## DIRECTIONS
All the records below must be returned exactly as they stand.

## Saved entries
= = =
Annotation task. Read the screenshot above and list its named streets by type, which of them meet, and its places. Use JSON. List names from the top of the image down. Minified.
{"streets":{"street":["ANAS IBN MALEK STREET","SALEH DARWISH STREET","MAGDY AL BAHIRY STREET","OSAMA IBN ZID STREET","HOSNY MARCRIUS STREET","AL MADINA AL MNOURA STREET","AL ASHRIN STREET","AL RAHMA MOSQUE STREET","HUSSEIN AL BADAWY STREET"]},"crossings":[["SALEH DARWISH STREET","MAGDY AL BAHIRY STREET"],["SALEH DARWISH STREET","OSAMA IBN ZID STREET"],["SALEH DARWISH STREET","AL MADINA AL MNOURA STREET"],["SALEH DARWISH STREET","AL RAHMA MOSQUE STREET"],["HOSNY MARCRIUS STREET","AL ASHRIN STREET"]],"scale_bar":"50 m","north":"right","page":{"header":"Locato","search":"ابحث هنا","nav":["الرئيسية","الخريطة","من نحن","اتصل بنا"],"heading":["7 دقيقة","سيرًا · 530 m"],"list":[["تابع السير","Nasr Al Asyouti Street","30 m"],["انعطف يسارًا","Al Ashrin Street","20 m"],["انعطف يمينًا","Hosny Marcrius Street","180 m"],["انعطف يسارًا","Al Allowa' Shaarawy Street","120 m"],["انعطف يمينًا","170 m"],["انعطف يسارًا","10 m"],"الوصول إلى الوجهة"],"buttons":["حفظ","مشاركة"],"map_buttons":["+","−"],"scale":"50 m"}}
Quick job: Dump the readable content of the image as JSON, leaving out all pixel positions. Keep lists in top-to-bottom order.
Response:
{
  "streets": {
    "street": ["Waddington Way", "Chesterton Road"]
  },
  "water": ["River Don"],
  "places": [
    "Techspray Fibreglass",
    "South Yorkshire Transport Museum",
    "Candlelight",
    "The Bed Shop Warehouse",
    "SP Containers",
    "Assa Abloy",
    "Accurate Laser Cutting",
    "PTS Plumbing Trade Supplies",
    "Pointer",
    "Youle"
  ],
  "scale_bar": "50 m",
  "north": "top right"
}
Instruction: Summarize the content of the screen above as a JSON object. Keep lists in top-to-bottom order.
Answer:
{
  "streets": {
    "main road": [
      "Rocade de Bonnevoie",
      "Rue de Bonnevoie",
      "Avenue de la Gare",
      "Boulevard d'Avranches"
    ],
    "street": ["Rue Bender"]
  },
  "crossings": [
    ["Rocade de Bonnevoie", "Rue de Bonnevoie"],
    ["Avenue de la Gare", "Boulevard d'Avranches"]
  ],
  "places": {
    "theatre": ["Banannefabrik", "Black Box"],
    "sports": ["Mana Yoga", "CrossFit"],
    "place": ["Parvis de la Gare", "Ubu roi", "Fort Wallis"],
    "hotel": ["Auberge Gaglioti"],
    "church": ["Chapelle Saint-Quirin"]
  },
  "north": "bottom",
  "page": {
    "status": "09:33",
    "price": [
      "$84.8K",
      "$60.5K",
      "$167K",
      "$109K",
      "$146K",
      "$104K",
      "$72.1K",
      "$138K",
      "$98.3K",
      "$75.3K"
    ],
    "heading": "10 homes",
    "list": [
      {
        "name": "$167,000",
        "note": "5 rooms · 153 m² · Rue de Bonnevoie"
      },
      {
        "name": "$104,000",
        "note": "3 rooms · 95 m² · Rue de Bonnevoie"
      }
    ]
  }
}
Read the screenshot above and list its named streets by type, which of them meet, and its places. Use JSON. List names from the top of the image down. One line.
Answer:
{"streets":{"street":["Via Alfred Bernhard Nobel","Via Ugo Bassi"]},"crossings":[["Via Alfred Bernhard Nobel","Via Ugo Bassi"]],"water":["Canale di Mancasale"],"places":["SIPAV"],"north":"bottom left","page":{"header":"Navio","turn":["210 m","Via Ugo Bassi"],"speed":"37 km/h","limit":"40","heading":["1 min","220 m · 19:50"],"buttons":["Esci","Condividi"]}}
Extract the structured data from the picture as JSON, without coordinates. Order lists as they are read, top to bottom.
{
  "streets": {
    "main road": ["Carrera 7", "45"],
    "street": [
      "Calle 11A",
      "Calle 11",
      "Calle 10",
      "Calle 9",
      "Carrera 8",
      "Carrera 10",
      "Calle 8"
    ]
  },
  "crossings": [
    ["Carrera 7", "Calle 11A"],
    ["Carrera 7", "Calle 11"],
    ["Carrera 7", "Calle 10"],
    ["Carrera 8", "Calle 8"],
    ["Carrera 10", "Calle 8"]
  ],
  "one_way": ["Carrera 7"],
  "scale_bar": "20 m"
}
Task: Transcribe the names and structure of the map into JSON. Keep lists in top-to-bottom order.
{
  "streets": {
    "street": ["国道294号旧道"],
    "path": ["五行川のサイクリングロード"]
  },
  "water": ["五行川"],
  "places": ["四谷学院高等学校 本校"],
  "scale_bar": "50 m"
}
= = =
## ANSWER SECTION
Annotation task. Read the screenshot above and list its named streets by type, which of them meet, and its places. Use JSON. List names from the top of the image down. Minified.
{"streets":{"street":["ANAS IBN MALEK STREET","SALEH DARWISH STREET","MAGDY AL BAHIRY STREET","OSAMA IBN ZID STREET","HOSNY MARCRIUS STREET","AL MADINA AL MNOURA STREET","AL ASHRIN STREET","AL RAHMA MOSQUE STREET","HUSSEIN AL BADAWY STREET"]},"crossings":[["SALEH DARWISH STREET","MAGDY AL BAHIRY STREET"],["SALEH DARWISH STREET","OSAMA IBN ZID STREET"],["SALEH DARWISH STREET","AL MADINA AL MNOURA STREET"],["SALEH DARWISH STREET","AL RAHMA MOSQUE STREET"],["HOSNY MARCRIUS STREET","AL ASHRIN STREET"]],"scale_bar":"50 m","north":"right","page":{"header":"Locato","search":"ابحث هنا","nav":["الرئيسية","الخريطة","من نحن","اتصل بنا"],"heading":["7 دقيقة","سيرًا · 530 m"],"list":[["تابع السير","Nasr Al Asyouti Street","30 m"],["انعطف يسارًا","Al Ashrin Street","20 m"],["انعطف يمينًا","Hosny Marcrius Street","180 m"],["انعطف يسارًا","Al Allowa' Shaarawy Street","120 m"],["انعطف يمينًا","170 m"],["انعطف يسارًا","10 m"],"الوصول إلى الوجهة"],"buttons":["حفظ","مشاركة"],"map_buttons":["+","−"],"scale":"50 m"}}
Quick job: Dump the readable content of the image as JSON, leaving out all pixel positions. Keep lists in top-to-bottom order.
Response:
{
  "streets": {
    "street": ["Waddington Way", "Chesterton Road"]
  },
  "water": ["River Don"],
  "places": [
    "Techspray Fibreglass",
    "South Yorkshire Transport Museum",
    "Candlelight",
    "The Bed Shop Warehouse",
    "SP Containers",
    "Assa Abloy",
    "Accurate Laser Cutting",
    "PTS Plumbing Trade Supplies",
    "Pointer",
    "Youle"
  ],
  "scale_bar": "50 m",
  "north": "top right"
}
Instruction: Summarize the content of the screen above as a JSON object. Keep lists in top-to-bottom order.
Answer:
{
  "streets": {
    "main road": [
      "Rocade de Bonnevoie",
      "Rue de Bonnevoie",
      "Avenue de la Gare",
      "Boulevard d'Avranches"
    ],
    "street": ["Rue Bender"]
  },
  "crossings": [
    ["Rocade de Bonnevoie", "Rue de Bonnevoie"],
    ["Avenue de la Gare", "Boulevard d'Avranches"]
  ],
  "places": {
    "theatre": ["Banannefabrik", "Black Box"],
    "sports": ["Mana Yoga", "CrossFit"],
    "place": ["Parvis de la Gare", "Ubu roi", "Fort Wallis"],
    "hotel": ["Auberge Gaglioti"],
    "church": ["Chapelle Saint-Quirin"]
  },
  "north": "bottom",
  "page": {
    "status": "09:33",
    "price": [
      "$84.8K",
      "$60.5K",
      "$167K",
      "$109K",
      "$146K",
      "$104K",
      "$72.1K",
      "$138K",
      "$98.3K",
      "$75.3K"
    ],
    "heading": "10 homes",
    "list": [
      {
        "name": "$167,000",
        "note": "5 rooms · 153 m² · Rue de Bonnevoie"
      },
      {
        "name": "$104,000",
        "note": "3 rooms · 95 m² · Rue de Bonnevoie"
      }
    ]
  }
}
Read the screenshot above and list its named streets by type, which of them meet, and its places. Use JSON. List names from the top of the image down. One line.
Answer:
{"streets":{"street":["Via Alfred Bernhard Nobel","Via Ugo Bassi"]},"crossings":[["Via Alfred Bernhard Nobel","Via Ugo Bassi"]],"water":["Canale di Mancasale"],"places":["SIPAV"],"north":"bottom left","page":{"header":"Navio","turn":["210 m","Via Ugo Bassi"],"speed":"37 km/h","limit":"40","heading":["1 min","220 m · 19:50"],"buttons":["Esci","Condividi"]}}
Extract the structured data from the picture as JSON, without coordinates. Order lists as they are read, top to bottom.
{
  "streets": {
    "main road": ["Carrera 7", "45"],
    "street": [
      "Calle 11A",
      "Calle 11",
      "Calle 10",
      "Calle 9",
      "Carrera 8",
      "Carrera 10",
      "Calle 8"
    ]
  },
  "crossings": [
    ["Carrera 7", "Calle 11A"],
    ["Carrera 7", "Calle 11"],
    ["Carrera 7", "Calle 10"],
    ["Carrera 8", "Calle 8"],
    ["Carrera 10", "Calle 8"]
  ],
  "one_way": ["Carrera 7"],
  "scale_bar": "20 m"
}
Task: Transcribe the names and structure of the map into JSON. Keep lists in top-to-bottom order.
{
  "streets": {
    "street": ["国道294号旧道"],
    "path": ["五行川のサイクリングロード"]
  },
  "water": ["五行川"],
  "places": ["四谷学院高等学校 本校"],
  "scale_bar": "50 m"
}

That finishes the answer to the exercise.